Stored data
Start of Block
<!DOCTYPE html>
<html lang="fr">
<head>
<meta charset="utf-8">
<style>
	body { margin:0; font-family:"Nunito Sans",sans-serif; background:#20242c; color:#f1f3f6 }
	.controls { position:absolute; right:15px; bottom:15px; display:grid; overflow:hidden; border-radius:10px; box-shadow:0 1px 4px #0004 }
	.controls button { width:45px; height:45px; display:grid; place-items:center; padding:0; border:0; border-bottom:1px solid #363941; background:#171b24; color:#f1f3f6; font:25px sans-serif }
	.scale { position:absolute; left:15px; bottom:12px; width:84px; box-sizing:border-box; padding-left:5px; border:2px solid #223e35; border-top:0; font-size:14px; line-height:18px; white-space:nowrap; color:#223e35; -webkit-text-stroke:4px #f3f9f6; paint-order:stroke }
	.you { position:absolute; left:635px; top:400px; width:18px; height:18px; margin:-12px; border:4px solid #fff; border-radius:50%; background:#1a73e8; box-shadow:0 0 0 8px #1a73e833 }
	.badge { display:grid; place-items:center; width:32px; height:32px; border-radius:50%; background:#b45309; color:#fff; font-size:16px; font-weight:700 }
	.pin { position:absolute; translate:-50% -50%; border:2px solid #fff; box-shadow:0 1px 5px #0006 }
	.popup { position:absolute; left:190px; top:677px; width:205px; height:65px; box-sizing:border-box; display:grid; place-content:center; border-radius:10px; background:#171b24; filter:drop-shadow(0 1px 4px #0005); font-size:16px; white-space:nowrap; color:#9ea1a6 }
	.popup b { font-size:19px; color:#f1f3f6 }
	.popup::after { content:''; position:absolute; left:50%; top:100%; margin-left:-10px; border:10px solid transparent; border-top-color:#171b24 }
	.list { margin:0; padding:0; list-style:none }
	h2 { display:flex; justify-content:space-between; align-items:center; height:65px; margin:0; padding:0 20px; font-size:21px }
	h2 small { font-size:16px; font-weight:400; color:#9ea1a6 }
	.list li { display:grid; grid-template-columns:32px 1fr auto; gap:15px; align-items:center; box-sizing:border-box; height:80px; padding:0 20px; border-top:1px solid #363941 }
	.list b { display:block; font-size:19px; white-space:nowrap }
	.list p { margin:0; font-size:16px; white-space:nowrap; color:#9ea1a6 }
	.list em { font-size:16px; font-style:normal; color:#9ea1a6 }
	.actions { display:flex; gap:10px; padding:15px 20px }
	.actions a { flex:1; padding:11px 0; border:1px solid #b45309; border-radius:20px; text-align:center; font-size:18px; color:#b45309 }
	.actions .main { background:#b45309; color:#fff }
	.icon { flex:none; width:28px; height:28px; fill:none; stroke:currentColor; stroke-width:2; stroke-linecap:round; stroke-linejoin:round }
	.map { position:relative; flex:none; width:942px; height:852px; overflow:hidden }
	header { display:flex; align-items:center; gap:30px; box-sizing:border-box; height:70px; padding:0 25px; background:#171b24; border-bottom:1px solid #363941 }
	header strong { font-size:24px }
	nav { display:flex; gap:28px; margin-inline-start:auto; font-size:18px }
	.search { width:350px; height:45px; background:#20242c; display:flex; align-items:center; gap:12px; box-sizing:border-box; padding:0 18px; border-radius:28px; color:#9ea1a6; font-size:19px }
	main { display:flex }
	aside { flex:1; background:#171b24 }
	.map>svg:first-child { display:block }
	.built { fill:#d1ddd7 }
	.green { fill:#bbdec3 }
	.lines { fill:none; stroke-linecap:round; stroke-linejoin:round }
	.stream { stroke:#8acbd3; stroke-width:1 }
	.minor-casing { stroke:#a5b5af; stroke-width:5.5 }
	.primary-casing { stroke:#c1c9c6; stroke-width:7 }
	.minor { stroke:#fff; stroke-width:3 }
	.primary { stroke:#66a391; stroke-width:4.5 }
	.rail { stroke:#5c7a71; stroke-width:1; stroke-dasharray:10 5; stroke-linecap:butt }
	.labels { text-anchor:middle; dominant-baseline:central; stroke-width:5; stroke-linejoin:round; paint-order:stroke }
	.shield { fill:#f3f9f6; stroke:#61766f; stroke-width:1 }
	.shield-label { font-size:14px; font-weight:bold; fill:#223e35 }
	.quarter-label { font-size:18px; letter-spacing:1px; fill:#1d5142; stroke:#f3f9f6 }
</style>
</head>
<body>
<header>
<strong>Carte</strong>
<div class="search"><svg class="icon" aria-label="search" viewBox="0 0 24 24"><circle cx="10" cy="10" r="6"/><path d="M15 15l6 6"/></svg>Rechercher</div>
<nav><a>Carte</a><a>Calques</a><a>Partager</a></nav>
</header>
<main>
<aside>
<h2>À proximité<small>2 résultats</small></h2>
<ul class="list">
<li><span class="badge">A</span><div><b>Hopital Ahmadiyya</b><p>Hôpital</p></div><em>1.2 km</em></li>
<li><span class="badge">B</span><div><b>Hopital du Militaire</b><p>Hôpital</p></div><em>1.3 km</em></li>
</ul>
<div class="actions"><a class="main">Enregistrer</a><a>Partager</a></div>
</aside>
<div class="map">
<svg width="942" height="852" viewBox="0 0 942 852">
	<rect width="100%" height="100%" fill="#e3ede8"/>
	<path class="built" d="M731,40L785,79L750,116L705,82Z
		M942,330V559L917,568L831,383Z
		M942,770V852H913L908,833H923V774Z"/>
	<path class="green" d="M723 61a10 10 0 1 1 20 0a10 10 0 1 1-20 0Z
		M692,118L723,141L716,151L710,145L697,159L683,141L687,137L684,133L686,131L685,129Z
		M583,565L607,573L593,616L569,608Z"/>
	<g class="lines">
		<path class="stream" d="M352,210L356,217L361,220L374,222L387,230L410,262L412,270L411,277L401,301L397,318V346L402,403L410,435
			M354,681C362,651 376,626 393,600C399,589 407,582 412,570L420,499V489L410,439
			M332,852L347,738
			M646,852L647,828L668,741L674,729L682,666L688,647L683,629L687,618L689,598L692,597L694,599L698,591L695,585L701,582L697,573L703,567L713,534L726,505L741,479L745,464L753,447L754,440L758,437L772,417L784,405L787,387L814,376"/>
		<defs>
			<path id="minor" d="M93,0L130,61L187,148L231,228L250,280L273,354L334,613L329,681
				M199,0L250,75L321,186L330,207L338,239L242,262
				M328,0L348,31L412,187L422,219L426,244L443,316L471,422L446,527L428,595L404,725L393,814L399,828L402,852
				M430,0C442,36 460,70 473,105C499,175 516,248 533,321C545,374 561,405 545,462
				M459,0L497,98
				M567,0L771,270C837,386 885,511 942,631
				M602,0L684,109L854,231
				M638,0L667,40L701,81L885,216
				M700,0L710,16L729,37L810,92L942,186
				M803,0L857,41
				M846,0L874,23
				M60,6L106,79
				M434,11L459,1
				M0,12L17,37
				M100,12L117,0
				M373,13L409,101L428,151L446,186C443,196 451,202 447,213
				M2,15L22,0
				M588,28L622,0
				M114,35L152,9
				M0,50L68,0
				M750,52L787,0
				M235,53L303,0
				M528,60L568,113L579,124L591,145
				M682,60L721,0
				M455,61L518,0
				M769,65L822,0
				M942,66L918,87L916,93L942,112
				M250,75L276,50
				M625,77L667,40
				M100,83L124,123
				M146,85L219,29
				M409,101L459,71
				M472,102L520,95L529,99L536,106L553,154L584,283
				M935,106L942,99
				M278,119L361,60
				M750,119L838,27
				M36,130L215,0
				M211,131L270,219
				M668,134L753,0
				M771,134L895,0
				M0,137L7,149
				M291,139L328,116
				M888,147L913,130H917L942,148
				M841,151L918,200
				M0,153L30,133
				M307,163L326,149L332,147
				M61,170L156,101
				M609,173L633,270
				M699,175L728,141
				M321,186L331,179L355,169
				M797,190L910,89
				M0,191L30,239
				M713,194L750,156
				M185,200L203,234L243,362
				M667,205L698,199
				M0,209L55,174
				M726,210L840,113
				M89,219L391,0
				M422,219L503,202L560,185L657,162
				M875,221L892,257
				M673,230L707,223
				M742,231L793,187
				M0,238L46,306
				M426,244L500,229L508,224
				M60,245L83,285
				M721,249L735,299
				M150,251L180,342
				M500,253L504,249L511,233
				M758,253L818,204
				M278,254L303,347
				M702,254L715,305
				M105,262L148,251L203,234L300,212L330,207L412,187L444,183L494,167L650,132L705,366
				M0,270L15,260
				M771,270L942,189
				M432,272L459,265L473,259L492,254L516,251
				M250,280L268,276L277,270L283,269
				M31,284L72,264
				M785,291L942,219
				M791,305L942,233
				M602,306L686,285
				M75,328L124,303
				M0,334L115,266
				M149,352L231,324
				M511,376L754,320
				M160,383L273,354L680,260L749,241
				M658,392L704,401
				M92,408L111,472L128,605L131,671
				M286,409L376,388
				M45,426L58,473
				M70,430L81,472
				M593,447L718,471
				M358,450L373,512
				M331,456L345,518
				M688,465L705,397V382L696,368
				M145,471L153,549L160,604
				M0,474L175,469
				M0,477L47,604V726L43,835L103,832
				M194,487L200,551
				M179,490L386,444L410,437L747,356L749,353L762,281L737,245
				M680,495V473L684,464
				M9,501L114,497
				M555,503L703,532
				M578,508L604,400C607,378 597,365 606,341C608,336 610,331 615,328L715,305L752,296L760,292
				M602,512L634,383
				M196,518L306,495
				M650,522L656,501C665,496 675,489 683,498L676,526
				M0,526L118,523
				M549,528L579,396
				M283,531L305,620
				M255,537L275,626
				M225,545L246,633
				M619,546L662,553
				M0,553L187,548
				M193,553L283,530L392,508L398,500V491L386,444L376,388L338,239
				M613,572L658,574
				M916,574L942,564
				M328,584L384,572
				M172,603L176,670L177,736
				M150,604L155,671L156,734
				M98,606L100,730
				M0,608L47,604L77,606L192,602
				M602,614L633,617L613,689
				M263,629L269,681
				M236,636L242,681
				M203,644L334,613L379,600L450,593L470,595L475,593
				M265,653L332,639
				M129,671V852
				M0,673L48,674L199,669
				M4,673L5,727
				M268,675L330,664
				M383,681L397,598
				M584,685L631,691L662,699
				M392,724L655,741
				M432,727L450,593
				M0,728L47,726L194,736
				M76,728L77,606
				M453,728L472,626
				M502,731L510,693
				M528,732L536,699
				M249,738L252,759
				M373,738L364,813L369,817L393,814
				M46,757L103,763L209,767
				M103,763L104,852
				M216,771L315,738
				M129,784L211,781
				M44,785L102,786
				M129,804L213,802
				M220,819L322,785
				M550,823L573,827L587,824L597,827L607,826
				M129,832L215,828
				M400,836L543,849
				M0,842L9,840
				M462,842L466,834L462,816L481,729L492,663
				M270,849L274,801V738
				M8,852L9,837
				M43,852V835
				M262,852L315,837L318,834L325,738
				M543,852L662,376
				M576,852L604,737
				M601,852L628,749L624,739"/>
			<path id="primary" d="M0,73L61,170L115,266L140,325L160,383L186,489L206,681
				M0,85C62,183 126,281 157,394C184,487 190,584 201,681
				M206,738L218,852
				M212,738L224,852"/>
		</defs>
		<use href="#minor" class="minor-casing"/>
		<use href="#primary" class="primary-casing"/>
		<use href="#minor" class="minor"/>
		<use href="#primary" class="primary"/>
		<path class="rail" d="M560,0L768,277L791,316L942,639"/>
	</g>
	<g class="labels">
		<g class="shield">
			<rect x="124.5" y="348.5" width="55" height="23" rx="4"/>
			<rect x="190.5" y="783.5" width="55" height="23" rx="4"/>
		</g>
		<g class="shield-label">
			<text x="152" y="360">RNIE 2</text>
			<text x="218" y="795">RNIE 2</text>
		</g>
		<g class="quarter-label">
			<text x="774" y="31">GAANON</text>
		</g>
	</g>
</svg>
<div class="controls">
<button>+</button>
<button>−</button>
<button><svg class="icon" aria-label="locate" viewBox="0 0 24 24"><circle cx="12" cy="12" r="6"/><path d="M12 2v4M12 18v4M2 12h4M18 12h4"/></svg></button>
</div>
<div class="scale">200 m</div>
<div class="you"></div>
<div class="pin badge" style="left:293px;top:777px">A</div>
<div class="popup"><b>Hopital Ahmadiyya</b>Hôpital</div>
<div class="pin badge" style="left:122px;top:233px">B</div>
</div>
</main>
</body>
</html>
End of Block
Start of Block
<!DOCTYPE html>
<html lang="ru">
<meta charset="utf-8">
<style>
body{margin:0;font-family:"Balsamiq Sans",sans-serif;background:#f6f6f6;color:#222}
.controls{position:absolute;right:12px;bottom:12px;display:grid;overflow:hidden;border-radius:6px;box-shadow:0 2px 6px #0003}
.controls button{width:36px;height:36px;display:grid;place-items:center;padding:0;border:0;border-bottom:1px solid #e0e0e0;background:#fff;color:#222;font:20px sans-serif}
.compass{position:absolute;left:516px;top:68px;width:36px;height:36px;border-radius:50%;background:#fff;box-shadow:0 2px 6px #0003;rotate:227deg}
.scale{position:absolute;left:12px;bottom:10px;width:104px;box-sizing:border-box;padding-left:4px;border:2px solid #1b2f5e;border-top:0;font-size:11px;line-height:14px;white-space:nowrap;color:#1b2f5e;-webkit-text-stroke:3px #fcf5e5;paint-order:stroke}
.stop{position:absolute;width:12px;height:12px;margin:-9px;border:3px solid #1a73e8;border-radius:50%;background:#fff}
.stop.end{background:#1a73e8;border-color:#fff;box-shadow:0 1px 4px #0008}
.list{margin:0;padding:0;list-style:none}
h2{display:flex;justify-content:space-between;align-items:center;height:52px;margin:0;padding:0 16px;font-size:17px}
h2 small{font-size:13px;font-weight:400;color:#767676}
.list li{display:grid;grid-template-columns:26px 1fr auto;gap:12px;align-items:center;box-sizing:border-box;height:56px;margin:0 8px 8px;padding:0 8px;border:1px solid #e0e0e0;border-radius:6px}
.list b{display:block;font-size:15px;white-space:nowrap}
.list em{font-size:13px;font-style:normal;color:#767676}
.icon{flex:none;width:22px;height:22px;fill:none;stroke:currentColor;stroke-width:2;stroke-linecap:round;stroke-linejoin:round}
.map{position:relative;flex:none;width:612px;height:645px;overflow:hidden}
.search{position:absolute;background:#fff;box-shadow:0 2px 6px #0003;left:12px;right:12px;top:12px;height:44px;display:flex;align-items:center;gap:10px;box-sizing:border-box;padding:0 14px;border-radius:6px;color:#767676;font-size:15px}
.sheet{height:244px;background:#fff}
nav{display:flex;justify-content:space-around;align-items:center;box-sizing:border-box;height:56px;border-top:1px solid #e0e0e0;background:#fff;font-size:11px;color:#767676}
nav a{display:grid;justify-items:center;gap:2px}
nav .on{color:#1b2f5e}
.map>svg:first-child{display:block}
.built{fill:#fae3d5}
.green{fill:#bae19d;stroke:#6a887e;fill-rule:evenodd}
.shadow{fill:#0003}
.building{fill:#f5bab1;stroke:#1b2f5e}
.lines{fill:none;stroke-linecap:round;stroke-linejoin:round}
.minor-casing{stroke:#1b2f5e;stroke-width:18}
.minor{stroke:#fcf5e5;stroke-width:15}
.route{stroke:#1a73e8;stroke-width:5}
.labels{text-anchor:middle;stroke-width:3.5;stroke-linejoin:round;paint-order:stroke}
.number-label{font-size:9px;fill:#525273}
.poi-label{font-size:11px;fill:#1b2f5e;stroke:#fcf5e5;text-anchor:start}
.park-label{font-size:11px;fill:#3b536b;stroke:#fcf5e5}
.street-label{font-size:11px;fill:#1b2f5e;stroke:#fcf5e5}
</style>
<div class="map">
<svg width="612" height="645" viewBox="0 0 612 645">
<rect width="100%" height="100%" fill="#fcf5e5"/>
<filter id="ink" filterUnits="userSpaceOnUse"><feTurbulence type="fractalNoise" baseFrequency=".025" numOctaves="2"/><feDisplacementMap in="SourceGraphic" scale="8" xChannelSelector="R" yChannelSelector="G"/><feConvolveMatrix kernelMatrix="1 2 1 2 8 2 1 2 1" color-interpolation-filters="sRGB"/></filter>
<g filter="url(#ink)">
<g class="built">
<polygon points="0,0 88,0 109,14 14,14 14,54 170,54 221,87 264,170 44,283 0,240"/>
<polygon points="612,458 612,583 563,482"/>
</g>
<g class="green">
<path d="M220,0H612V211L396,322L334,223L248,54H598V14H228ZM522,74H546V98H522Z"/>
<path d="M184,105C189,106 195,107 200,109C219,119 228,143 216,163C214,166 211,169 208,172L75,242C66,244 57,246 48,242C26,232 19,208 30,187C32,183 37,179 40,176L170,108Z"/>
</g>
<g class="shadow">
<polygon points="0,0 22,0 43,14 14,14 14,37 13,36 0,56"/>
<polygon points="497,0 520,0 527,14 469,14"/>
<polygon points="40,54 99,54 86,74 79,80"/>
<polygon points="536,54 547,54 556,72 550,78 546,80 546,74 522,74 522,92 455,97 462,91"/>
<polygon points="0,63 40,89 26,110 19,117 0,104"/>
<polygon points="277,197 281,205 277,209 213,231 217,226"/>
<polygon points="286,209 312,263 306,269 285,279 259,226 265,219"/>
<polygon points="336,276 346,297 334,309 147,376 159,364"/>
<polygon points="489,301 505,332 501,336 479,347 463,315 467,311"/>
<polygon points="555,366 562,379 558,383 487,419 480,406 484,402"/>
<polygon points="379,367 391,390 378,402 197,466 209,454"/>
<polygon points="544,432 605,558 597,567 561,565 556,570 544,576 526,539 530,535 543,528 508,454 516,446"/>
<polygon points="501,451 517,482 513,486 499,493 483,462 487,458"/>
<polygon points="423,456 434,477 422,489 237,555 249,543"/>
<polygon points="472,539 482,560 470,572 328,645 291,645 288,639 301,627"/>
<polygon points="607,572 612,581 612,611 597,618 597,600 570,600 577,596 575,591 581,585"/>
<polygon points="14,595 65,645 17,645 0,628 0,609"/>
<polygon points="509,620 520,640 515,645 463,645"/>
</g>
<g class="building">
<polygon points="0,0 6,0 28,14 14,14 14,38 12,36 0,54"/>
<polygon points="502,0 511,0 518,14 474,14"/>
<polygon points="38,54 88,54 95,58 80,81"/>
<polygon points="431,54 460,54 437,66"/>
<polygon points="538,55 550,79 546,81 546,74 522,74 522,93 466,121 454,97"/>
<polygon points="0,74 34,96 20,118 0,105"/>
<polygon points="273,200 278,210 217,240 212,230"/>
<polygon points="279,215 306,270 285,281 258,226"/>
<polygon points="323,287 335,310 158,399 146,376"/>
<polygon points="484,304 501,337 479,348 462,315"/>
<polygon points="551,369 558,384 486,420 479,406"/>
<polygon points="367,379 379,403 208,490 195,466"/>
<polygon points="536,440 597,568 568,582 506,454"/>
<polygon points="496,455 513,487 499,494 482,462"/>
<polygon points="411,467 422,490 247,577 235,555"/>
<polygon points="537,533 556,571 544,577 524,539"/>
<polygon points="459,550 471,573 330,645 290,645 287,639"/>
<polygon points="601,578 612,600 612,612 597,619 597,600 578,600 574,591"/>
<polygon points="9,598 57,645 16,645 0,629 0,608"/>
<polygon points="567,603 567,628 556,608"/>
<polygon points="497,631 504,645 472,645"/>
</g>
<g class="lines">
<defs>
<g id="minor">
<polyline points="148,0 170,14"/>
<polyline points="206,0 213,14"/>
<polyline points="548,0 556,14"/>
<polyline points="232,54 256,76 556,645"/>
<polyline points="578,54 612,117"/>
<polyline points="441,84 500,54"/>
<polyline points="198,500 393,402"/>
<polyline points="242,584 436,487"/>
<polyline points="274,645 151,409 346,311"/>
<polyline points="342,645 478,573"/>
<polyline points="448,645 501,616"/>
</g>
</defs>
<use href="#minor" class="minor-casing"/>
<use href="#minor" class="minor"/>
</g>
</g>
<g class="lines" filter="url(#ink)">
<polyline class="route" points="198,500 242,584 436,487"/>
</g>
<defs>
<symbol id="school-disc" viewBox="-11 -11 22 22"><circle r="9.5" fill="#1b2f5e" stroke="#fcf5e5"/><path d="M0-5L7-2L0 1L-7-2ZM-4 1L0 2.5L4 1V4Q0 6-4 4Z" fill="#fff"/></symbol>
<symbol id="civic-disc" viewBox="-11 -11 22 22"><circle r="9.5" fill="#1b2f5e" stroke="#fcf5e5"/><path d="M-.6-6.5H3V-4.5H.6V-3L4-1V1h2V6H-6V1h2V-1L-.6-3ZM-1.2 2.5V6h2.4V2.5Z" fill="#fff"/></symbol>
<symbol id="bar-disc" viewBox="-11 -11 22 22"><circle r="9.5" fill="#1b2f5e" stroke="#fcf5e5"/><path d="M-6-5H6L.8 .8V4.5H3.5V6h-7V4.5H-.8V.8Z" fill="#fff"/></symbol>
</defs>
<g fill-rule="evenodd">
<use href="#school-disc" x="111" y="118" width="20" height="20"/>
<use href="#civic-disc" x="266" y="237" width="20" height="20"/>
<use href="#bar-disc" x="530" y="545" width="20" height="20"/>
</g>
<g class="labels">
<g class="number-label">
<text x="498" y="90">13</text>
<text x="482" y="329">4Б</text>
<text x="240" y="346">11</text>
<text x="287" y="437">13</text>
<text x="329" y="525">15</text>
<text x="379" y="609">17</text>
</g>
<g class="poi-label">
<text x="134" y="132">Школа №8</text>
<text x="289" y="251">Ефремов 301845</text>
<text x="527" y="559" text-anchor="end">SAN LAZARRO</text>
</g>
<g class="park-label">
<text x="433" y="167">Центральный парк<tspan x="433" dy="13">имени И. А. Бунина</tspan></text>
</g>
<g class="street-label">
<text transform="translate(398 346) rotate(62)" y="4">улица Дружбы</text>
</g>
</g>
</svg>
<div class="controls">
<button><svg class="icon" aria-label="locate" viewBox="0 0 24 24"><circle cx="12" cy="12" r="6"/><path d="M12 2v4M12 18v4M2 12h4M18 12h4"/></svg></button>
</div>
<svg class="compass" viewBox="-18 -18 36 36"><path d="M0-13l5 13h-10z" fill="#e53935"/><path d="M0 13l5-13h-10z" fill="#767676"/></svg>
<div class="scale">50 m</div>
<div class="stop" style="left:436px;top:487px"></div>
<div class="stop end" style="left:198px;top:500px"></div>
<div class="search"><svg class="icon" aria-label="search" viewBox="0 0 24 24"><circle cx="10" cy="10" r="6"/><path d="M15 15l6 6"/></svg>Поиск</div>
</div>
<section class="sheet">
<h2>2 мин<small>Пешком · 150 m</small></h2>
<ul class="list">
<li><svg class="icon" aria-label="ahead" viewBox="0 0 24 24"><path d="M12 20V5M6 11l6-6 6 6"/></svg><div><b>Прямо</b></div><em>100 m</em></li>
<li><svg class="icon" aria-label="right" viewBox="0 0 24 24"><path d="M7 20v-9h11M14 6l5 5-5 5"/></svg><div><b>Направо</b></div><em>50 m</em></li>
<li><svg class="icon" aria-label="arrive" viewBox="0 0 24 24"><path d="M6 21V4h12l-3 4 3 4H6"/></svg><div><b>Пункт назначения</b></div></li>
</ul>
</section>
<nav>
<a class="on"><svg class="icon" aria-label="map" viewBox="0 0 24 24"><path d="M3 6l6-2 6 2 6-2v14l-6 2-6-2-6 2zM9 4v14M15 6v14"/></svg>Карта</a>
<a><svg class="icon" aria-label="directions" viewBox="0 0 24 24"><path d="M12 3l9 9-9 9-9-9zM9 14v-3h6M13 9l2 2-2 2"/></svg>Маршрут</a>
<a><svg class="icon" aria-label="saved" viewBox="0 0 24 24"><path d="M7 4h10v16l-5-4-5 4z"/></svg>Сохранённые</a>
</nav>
End of Block
PROBLEM TO WORK ON:
Taking the entries above, write out exactly the lines starting with the line containing "M114,35L152,9" and going on through the line containing "M89,219L391,0", both included, and nothing else.

SOLUTION:
				M114,35L152,9
				M0,50L68,0
				M750,52L787,0
				M235,53L303,0
				M528,60L568,113L579,124L591,145
				M682,60L721,0
				M455,61L518,0
				M769,65L822,0
				M942,66L918,87L916,93L942,112
				M250,75L276,50
				M625,77L667,40
				M100,83L124,123
				M146,85L219,29
				M409,101L459,71
				M472,102L520,95L529,99L536,106L553,154L584,283
				M935,106L942,99
				M278,119L361,60
				M750,119L838,27
				M36,130L215,0
				M211,131L270,219
				M668,134L753,0
				M771,134L895,0
				M0,137L7,149
				M291,139L328,116
				M888,147L913,130H917L942,148
				M841,151L918,200
				M0,153L30,133
				M307,163L326,149L332,147
				M61,170L156,101
				M609,173L633,270
				M699,175L728,141
				M321,186L331,179L355,169
				M797,190L910,89
				M0,191L30,239
				M713,194L750,156
				M185,200L203,234L243,362
				M667,205L698,199
				M0,209L55,174
				M726,210L840,113
				M89,219L391,0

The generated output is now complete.